A. A subpopulation of bacteria cells respond to environmental stresses (e.g. starvation) by reducing metabolic activity (e.g. growth rate, [ATP], translation). Under antibiotic treatment, this subpopulation displays high phenotypic tolerance, forming persister subpopulations. Upon removal of antibiotic, persisters regrow to resemble the initial population, whereas viable-non culturable cells (VBNC) often fail to rescuscitate. B. Subpopulations of bacteria with low phenotypic productivity are often observed in metabolic engineering settings and limit overall culture yield. Metabolic engineering strategies can limit growth of low-producing cells by engineering genetic circuits which couple transcription-factor (TF) based sensing of the product to growth advantages conferred by antibiotic resistance or synthetic auxotrophy. Low producing cells (top) die or grow more slowly, whereas high producing cells (bottom) are rewarded with superior growth and survival. This results in enrichment of high-producing cells and enhanced population-level yield (right).

A second area where understanding and harnessing metabolic heterogeneity holds great potential is in metabolic engineering. Cell-to-cell variation in biosynthesis of target metabolites is often observed, and the presence of low producing subpopulations has been shown to limit overall yield[10,16,64] (Figure 2B). Consequentially, an effective method to increase ensemble yield is to control metabolic heterogeneity by minimizing low-producing cells. This can be done by using genetic circuits that sense the desired metabolite and provide high producing cells a growth advantage.

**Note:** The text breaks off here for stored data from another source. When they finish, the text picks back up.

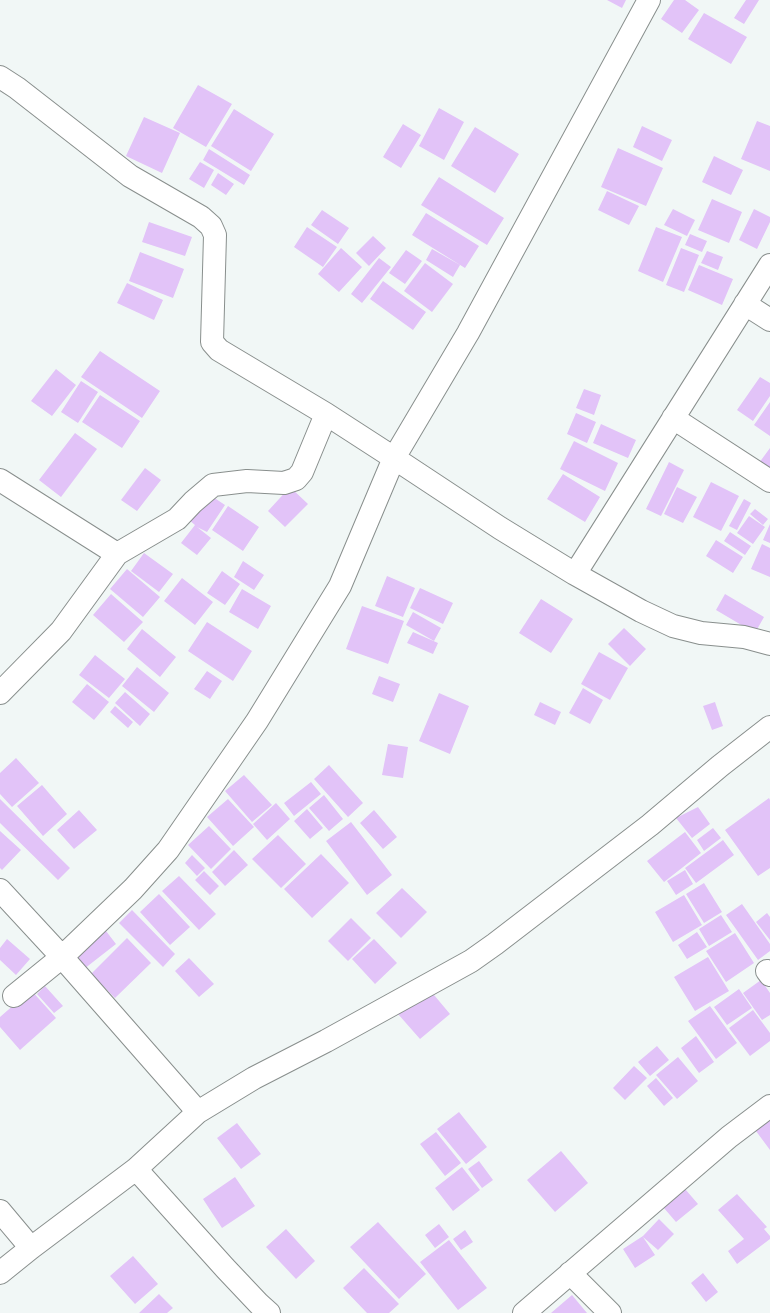 <!DOCTYPE html>
<html>
<head>
<meta charset="utf-8">
<style>
	body { margin:0 }
	canvas { display:block; background:#f1f7f6 }
</style>
</head>
<body>
<canvas width="770" height="1313"></canvas>
<script>
const c = document.querySelector('canvas').getContext('2d');
c.lineJoin = 'round';
function fillPath(path, color) { c.fillStyle = color; c.fill(path, 'evenodd'); }
const shape = rows => new Path2D(rows.map(r => 'M' + r).join(''));
function stroke(path, color, width, dash) { c.strokeStyle = color; c.lineWidth = width; c.lineCap = dash ? 'butt' : 'round'; c.setLineDash(dash || []); c.stroke(path); }
fillPath(shape([
	[607,0,626,0,622,8],
	[674,0,685,0,699,10,682,33,661,19],
	[746,0,759,0,744,24,734,18],
	[704,13,747,37,731,64,688,39],
	[198,85,232,104,206,147,173,128],
	[439,108,464,122,444,160,419,146],
	[234,109,274,134,251,171,211,146],
	[144,117,180,133,162,173,126,156],
	[757,121,770,126,770,171,741,159],
	[403,124,421,135,401,168,383,157],
	[642,126,672,140,662,161,633,147],
	[475,127,519,154,495,193,451,166],
	[618,148,663,168,646,206,601,187],
	[209,149,250,175,244,185,203,160],
	[714,156,743,170,731,195,702,182],
	[200,162,214,170,204,188,189,179],
	[218,173,234,184,226,195,211,185],
	[439,177,504,218,487,245,421,205],
	[607,191,639,206,629,225,598,210],
	[712,199,742,212,729,243,698,230],
	[673,209,695,220,687,236,664,225],
	[754,209,770,217,770,222,757,249,739,240],
	[322,210,349,228,338,244,311,225],
	[426,213,479,246,465,268,412,235],
	[149,222,192,237,185,256,142,242],
	[307,227,337,247,323,267,294,247],
	[656,227,682,237,663,282,638,271],
	[690,234,707,241,702,252,685,245],
	[373,236,386,248,369,266,356,253],
	[341,248,362,267,339,292,318,274],
	[681,248,699,255,684,292,666,285],
	[432,249,460,265,453,277,426,260],
	[406,250,422,261,405,284,389,273],
	[707,251,723,257,718,270,701,263],
	[140,252,184,269,173,298,129,281],
	[379,258,391,267,362,303,351,294],
	[425,263,453,284,432,312,404,291],
	[699,265,733,279,722,305,688,290],
	[383,281,426,312,413,330,370,299],
	[127,283,163,300,154,320,117,303],
	[100,351,160,391,142,418,81,377],
	[56,369,76,385,52,416,31,401],
	[760,377,770,383,770,396,753,421,737,410],
	[81,381,98,392,78,423,61,412],
	[584,389,601,395,594,415,576,408],
	[100,395,140,421,122,448,82,422],
	[770,402,770,436,754,425],
	[576,413,596,422,587,443,567,434],
	[601,424,636,440,628,458,593,443],
	[75,433,97,449,61,497,39,480],
	[574,441,618,463,605,491,560,469],
	[770,448,770,470,759,463],
	[669,462,684,470,661,516,646,509],
	[145,468,161,480,137,511,121,500],
	[563,474,600,497,585,522,547,499],
	[711,482,739,496,721,531,693,517],
	[290,487,308,504,285,527,268,511],
	[677,487,697,497,683,523,664,514],
	[207,493,225,505,207,532,197,527,211,538,197,555,181,543,195,525,189,520],
	[744,499,751,503,737,530,729,526],
	[228,506,259,527,243,551,212,530],
	[755,509,768,519,763,525,750,514],
	[749,516,765,527,753,544,737,533],
	[770,524,770,543,763,540],
	[730,532,751,546,745,555,724,541],
	[716,540,743,557,733,573,706,556],
	[762,544,770,548,770,577,751,569],
	[144,553,173,574,159,592,131,571],
	[243,561,264,575,254,590,234,577],
	[127,569,160,597,143,617,110,589],
	[222,571,240,584,225,605,207,593],
	[387,576,415,588,403,617,375,606],
	[182,578,213,602,195,625,164,601],
	[420,588,453,603,443,624,410,608],
	[242,589,271,606,258,629,229,612],
	[111,594,143,622,124,642,93,615],
	[725,594,764,617,755,633,716,610],
	[541,599,573,619,551,653,519,633],
	[362,606,404,621,388,664,346,649],
	[413,612,441,628,434,641,406,625],
	[207,622,252,651,233,681,188,651],
	[624,628,646,649,630,666,608,644],
	[142,629,176,657,160,677,127,649],
	[413,632,438,643,433,654,407,643],
	[599,652,628,668,610,700,581,684],
	[95,655,125,679,109,698,79,675],
	[137,667,169,693,154,712,122,686],
	[207,671,222,681,210,699,194,689],
	[379,676,400,684,393,702,372,694],
	[87,684,109,702,94,720,72,702],
	[583,688,603,700,590,724,569,713],
	[125,692,150,714,140,726,115,703],
	[439,693,469,706,450,754,419,741],
	[540,702,561,712,555,725,534,715],
	[715,702,723,726,712,730,703,706],
	[115,706,133,722,128,728,110,712],
	[388,744,408,747,403,778,382,775],
	[16,758,39,783,12,807,0,794,0,773],
	[329,765,363,803,348,817,314,779],
	[244,775,272,805,252,822,225,791],
	[311,782,321,794,294,816,284,803],
	[42,785,67,814,43,836,17,806],
	[324,795,343,819,329,831,309,808],
	[769,798,770,800,770,868,758,876,725,830],
	[0,799,70,868,58,880,0,823],
	[228,799,254,827,233,846,207,817],
	[276,803,290,819,267,840,253,824],
	[698,807,710,824,692,838,676,818],
	[307,809,323,828,310,839,294,821],
	[79,810,97,830,74,849,57,830],
	[374,810,397,837,383,849,360,823],
	[351,822,392,875,367,895,326,841],
	[209,826,231,849,211,869,188,845],
	[713,828,721,838,704,851,697,840],
	[0,831,21,850,2,870,0,868],
	[685,832,701,853,664,882,647,861],
	[278,835,306,864,281,888,252,859],
	[723,840,734,855,696,883,685,868],
	[234,850,248,865,225,886,212,872],
	[321,854,349,883,312,918,284,889],
	[192,855,205,868,197,876,185,863],
	[685,870,693,884,676,895,667,881],
	[204,871,219,886,210,895,195,880],
	[179,876,216,914,199,930,162,891],
	[704,883,722,912,704,923,686,894],
	[402,888,427,912,401,938,376,913],
	[159,894,190,927,170,945,140,912],
	[684,895,702,925,673,942,655,912],
	[742,904,770,944,770,951,758,960,726,915],
	[132,910,175,954,163,967,119,923],
	[767,913,770,917,770,940,756,922],
	[721,915,732,932,709,946,699,929],
	[351,918,371,938,348,961,328,941],
	[106,931,116,944,84,969,73,956],
	[697,932,707,947,687,959,678,945],
	[735,933,754,963,726,982,706,951],
	[127,938,151,963,115,998,91,974],
	[7,939,30,959,16,975,0,960,0,948],
	[374,939,397,963,375,984,352,959],
	[708,957,729,991,695,1011,674,977],
	[189,958,214,984,199,997,175,971],
	[761,980,770,993,770,1015,762,1020,743,993],
	[45,986,63,1006,54,1013,37,994],
	[429,989,450,1014,420,1039,398,1014],
	[739,989,752,1008,727,1025,714,1007],
	[31,990,56,1018,20,1050,0,1027,0,1017],
	[710,1006,737,1043,716,1059,688,1021],
	[753,1010,770,1033,770,1041,750,1056,729,1028],
	[696,1036,714,1062,699,1073,681,1048],
	[657,1046,669,1060,650,1076,638,1062],
	[678,1057,698,1081,677,1099,656,1075],
	[634,1066,647,1078,625,1100,613,1088],
	[656,1078,673,1098,664,1106,647,1086],
	[459,1112,487,1147,466,1164,437,1129],
	[770,1114,770,1150,753,1127],
	[237,1123,261,1154,241,1169,217,1138],
	[436,1132,461,1163,445,1176,420,1144],
	[561,1151,588,1183,555,1212,527,1180],
	[479,1161,493,1180,482,1188,468,1169],
	[462,1167,480,1190,453,1211,435,1188],
	[235,1177,255,1206,222,1228,203,1199],
	[679,1182,698,1204,676,1222,657,1200],
	[737,1194,767,1227,764,1229,770,1236,770,1239,737,1264,728,1251,744,1239,718,1210],
	[659,1219,674,1234,658,1250,643,1237,655,1255,635,1268,623,1249,643,1236],
	[378,1222,426,1274,399,1299,350,1247],
	[439,1224,449,1237,435,1248,425,1235],
	[286,1229,315,1261,296,1279,266,1247],
	[465,1230,473,1242,461,1250,453,1239],
	[449,1240,487,1288,458,1310,420,1262],
	[133,1256,158,1284,135,1304,110,1276],
	[364,1268,399,1304,389,1313,367,1313,343,1288],
	[703,1273,718,1292,706,1302,691,1283],
	[159,1294,173,1308,167,1313,139,1313],
	[572,1295,587,1313,551,1313]
]), '#e2c3f8');
const street = shape([
	[0,77,17,88,130,176,201,217,211,226,215,235,212,342,219,350,326,414,302,472,296,479,284,483,247,481,213,485,193,502,177,519,117,554,61,631,0,693],
	[745,304,770,320],
	[326,414,394,458,468,333,649,0],
	[673,418,770,481],
	[0,480,117,554],
	[575,574,770,265],
	[0,890,62,957,133,889,168,850,257,721,340,586,394,458,500,528,575,574,641,611,673,626,701,633,744,637,770,644],
	[767,971,770,975],
	[14,996,62,957,198,1112],
	[136,1169,225,1268,259,1304,269,1313],
	[0,1211,31,1248],
	[0,1273,31,1248,136,1169,198,1112,254,1078,326,1041,471,961,495,944,650,825,720,766,770,727],
	[570,1273,610,1313],
	[524,1313,729,1137,770,1106]
]);
stroke(street, '#898f8d', 24);
stroke(street, '#fff', 22);
</script>
</body>
</html>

These approaches demonstrated that control of metabolic heterogeneity can facilitate metabolite production in challenging large scale culture scenarios[10,64,65]. Another challenge in metabolic engineering lies in maintaining constant expression of genes in metabolic pathways of interest, which can vary widely among cells and interfere with production goals[66]. A recent study showed that by engineering a noncoherent feedforward loop into a promoter of interest, identical expression could be maintained despite genomic mutations, changes in copy number, or changes in environment[67]. Use of this type of expression system could prove useful to homogenize production across cells.

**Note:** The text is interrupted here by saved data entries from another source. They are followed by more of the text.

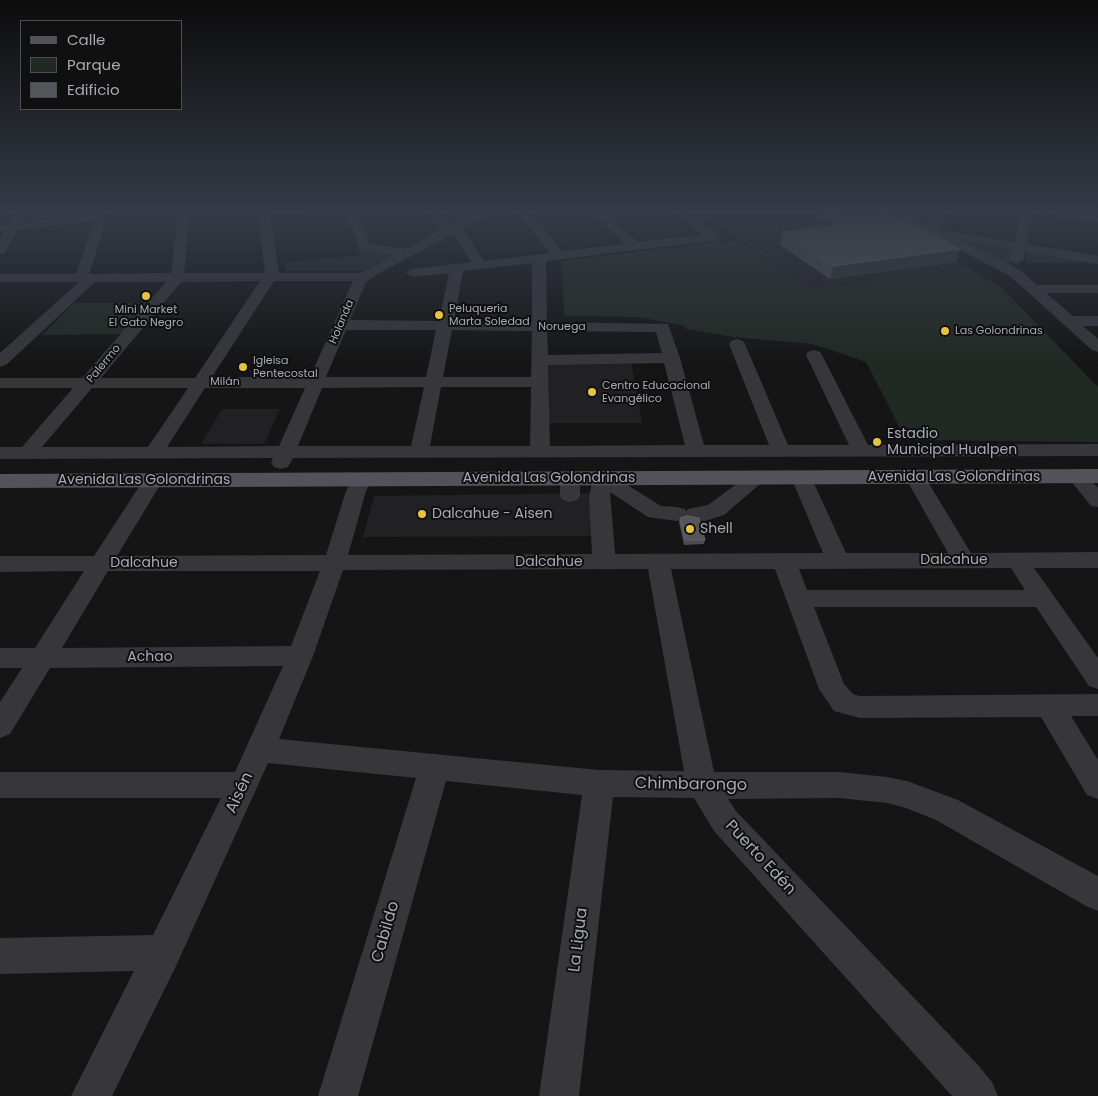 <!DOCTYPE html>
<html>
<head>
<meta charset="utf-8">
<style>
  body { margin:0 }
  #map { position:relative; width:1098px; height:1096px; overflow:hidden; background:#151516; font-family:Poppins,sans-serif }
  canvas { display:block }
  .legend { position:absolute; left:20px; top:20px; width:162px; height:90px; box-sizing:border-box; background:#101011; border:1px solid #4c4e53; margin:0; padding:6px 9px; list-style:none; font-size:15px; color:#a7aab6 }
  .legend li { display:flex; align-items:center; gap:10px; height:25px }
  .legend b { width:25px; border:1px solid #4c4e53 }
</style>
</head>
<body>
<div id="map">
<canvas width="1098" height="1096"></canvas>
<ul class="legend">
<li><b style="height:6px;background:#52535a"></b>Calle</li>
<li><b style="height:14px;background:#212923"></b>Parque</li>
<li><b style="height:14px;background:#55565c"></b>Edificio</li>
</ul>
</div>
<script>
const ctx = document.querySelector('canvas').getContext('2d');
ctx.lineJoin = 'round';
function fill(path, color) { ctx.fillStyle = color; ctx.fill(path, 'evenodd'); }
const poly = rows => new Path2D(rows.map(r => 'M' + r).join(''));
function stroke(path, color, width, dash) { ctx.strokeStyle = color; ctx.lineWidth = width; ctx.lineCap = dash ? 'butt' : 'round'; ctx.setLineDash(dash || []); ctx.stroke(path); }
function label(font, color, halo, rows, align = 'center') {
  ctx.font = font + ' Poppins,sans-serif'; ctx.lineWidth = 4; ctx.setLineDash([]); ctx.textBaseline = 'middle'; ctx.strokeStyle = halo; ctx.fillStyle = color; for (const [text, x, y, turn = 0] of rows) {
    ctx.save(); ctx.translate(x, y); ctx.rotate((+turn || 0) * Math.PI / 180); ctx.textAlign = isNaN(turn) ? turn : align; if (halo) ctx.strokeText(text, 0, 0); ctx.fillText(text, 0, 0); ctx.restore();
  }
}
const built = poly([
  [702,213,863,213,967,267,811,290],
  [631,361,642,423,549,423,548,362],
  [222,409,280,409,264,444,201,444],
  [592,493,596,536,363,537,374,496]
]);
const green = poly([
  [944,235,1012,247,1009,269],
  [738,240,811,290,967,267,1003,289,1098,387,1098,442,906,440,866,362,813,344,734,337,686,329,685,326,639,317,564,316,561,261],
  [368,243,405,250,364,271,286,271,285,263,359,255,356,245],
  [1029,249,1098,261,1098,262,1025,263],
  [74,303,153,303,126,334,42,335]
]);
const path = poly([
  [279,215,301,213],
  [197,223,250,218],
  [112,231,168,226]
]);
const minor = poly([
  [19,213,25,216,22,222,109,213,89,274,171,273,178,213,190,213,184,273,265,273,258,213,270,213,279,273,361,273,394,255,361,249,345,213,357,213,370,243,405,249,440,230,429,213,441,213,449,226,474,213,488,213,486,215,460,230,464,231,484,261,550,253,518,213,530,213,563,251,625,244,593,213,605,213,638,242,703,235,677,213,690,213,718,234,720,237,718,240,546,261,547,322,668,324,680,358,704,445,769,445,729,344,731,341,737,339,743,341,745,344,788,445,849,445,806,355,808,352,814,350,820,352,822,355,868,445,1098,444,1098,456,293,458,288,467,281,469,274,467,271,463,273,458,0,459,0,447,22,447,73,388,0,388,0,378,82,378,166,282,95,282,6,365,0,367,0,353,79,282,0,282,0,274,76,274,94,221,17,230,5,253,0,254,0,239,4,231,0,232,0,224,9,223,15,214,19,213],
  [451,235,455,237,471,262,413,269,406,273,413,277,449,273,439,321,350,320,366,282,376,275,451,235],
  [532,263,532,322,454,321,463,271,532,263],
  [260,281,195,378,101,378,181,282,260,281],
  [274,281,353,281,310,377,212,377,274,281],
  [346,330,436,330,426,377,326,377,346,330],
  [452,330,532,331,531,377,443,377,452,330],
  [547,331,656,332,662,353,548,355,547,331],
  [664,363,685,445,550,446,548,365,664,363],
  [424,387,411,446,298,446,322,388,424,387],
  [441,387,531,387,530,446,430,446,441,387],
  [92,388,188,388,148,447,42,447,92,388],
  [205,388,305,388,279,446,167,447,205,388],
  [889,213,903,213,928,225,934,213,946,213,937,229,1014,242,1022,213,1034,213,1026,244,1098,256,1098,264,1025,251,1023,260,1016,264,1009,260,1012,249,958,239,1020,270,1037,285,1098,285,1098,293,1046,293,1073,316,1098,316,1098,326,1083,326,1098,339,1098,352,1092,350,1010,276,889,213],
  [1048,213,1077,213,1098,215,1098,223,1054,216,1048,213],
  [1077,470,1084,472,1098,488,1098,507,1091,506,1067,476,1070,472,1077,470],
  [801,471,808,473,811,477,846,553,948,553,905,477,908,473,915,471,922,473,925,477,971,553,1098,552,1098,568,1034,568,1098,658,1098,689,1089,686,1036,607,814,607,844,684,853,694,860,696,1098,694,1098,716,1071,716,1098,760,1098,799,1087,795,1041,717,860,718,834,711,819,689,775,569,671,569,714,772,839,772,887,777,907,781,958,800,1098,876,1098,911,1086,906,936,820,906,808,887,803,839,798,728,799,736,811,979,1066,992,1082,998,1096,952,1096,714,831,694,798,613,797,579,1096,539,1096,582,795,446,781,358,1096,318,1096,416,778,268,763,176,966,112,1096,71,1096,134,971,0,974,0,938,153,935,221,798,0,798,0,772,235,772,283,666,50,668,10,734,0,738,0,702,22,668,0,668,0,648,35,648,84,571,0,572,0,556,94,556,146,476,153,474,160,476,163,480,117,556,326,555,346,491,355,475,362,473,369,475,372,479,366,491,348,555,592,554,589,497,593,478,596,474,603,472,610,474,661,506,677,507,685,509,686,512,688,509,708,505,750,474,757,472,764,474,767,478,724,515,705,521,688,519,686,516,685,519,677,521,648,517,610,492,615,554,823,553,791,477,794,473,801,471],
  [1011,568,1025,590,807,590,799,569,1011,568],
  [648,569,684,771,599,770,279,739,313,656,343,570,648,569],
  [108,571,320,571,291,646,62,648,108,571],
  [570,472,577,474,580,478,580,496,577,500,570,502,563,500,560,496,560,478,563,474,570,472]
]);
const major = poly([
  [1098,469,1098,483,0,488,0,474,1098,469]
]);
const wall = poly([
  [814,213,884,213,893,217,960,249,956,262,830,279,780,245,782,232,837,226],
  [680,518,705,540,704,544,684,545,679,522]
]);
const shadedWall = poly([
  [960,249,956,262,830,279,833,266]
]);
const building = poly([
  [838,213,884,213,893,217,919,227,960,249,833,266,782,232,857,223,838,213],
  [687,516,699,518,705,540,685,540,680,518,687,516]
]);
const markers = [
  [146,296,5,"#e6c23d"],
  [439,315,5,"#e6c23d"],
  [945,331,5,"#e6c23d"],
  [243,367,5,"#e6c23d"],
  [592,392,5,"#e6c23d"],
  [877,442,5,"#e6c23d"],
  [422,514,5,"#e6c23d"],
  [690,529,5,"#e6c23d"]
];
const farPoinames = [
  ["Peluquería",449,309],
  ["Marta Soledad",449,322],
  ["Mini Market",146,310,"center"],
  ["El Gato Negro",146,323,"center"],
  ["Las Golondrinas",955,331],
  ["Igleisa",253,361],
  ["Pentecostal",253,374],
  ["Centro Educacional",602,386],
  ["Evangélico",602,399]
];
const farStreetnames = [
  ["Holanda",342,322,-67],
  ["Noruega",562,327],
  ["Palermo",104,364,-50],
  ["Milán",225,382]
];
const poiNames = [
  ["Estadio",887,434],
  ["Municipal Hualpen",887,450],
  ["Dalcahue - Aisen",432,514],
  ["Shell",700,529]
];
const streetNames = [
  ["Avenida Las Golondrinas",954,477],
  ["Avenida Las Golondrinas",549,478],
  ["Avenida Las Golondrinas",144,480],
  ["Dalcahue",954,560],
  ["Dalcahue",549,562],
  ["Dalcahue",144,563],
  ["Achao",150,657]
];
const nearStreetnames = [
  ["Chimbarongo",691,785,1],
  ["Aisén",240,793,-65],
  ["Puerto Edén",760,858,47],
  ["Cabildo",386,932,-74],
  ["La Ligua",579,940,-83]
];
fill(built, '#212123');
fill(green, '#212923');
stroke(path, '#3c3d42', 2, [1, 2]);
fill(minor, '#36363b');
fill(major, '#52535a');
fill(wall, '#4b4c51');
fill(shadedWall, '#313235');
fill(building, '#55565c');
stroke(building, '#62636a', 1);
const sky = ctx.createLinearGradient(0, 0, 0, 366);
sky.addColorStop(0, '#0c0c0c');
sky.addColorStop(0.58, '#353b47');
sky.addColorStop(1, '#353b4700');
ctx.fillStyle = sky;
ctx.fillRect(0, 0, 1098, 366);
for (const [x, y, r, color] of markers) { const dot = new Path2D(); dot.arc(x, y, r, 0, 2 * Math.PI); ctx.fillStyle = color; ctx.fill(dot); stroke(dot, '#101011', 2); }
label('11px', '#a7aab6', '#101011', farPoinames, 'left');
label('11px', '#a7aab6', '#101011', farStreetnames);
label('14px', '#a7aab6', '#101011', poiNames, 'left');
label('14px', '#a7aab6', '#101011', streetNames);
label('16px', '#a7aab6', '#101011', nearStreetnames);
</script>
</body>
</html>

Conclusions and Future Perspectives

Here, we have discussed key advances in understanding the biological origins of metabolic heterogeneity, approaches for its measurement, and its relevance in crucial applied settings. As interrogation of metabolic phenotypes at the single cell level becomes more routine, it is likely that the overall relevance of the discussed molecular mechanisms giving rise to metabolic heterogeneity across many settings will be clarified and perhaps reveal new possibilities. Finally, we anticipate these fundamental findings to continue to be applied towards new understanding of infectious disease, metabolic engineering, and beyond.

Highlights.

  • Molecular noise, feedback, and asymmetric partitioning create metabolic heterogeneity.

  • Biosensors, mass spectrometry, and Raman spectroscopy enable single cell measurement.

  • Minimizing heterogeneity improves ensemble yield in engineered production strains.

  • Metabolic heterogeneity underlies bacterial persistence.

Acknowledgements

This work was supported by the National Institute of General Medical Sciences of the National Institutes of Health under Award Number R35GM133797. The content is solely the responsibility of the authors and does not necessarily represent the official views of the National Institutes of Health.

Footnotes

Declaration of interests

The authors declare that they have no known competing financial interests or personal relationships that could have appeared to influence the work reported in this paper.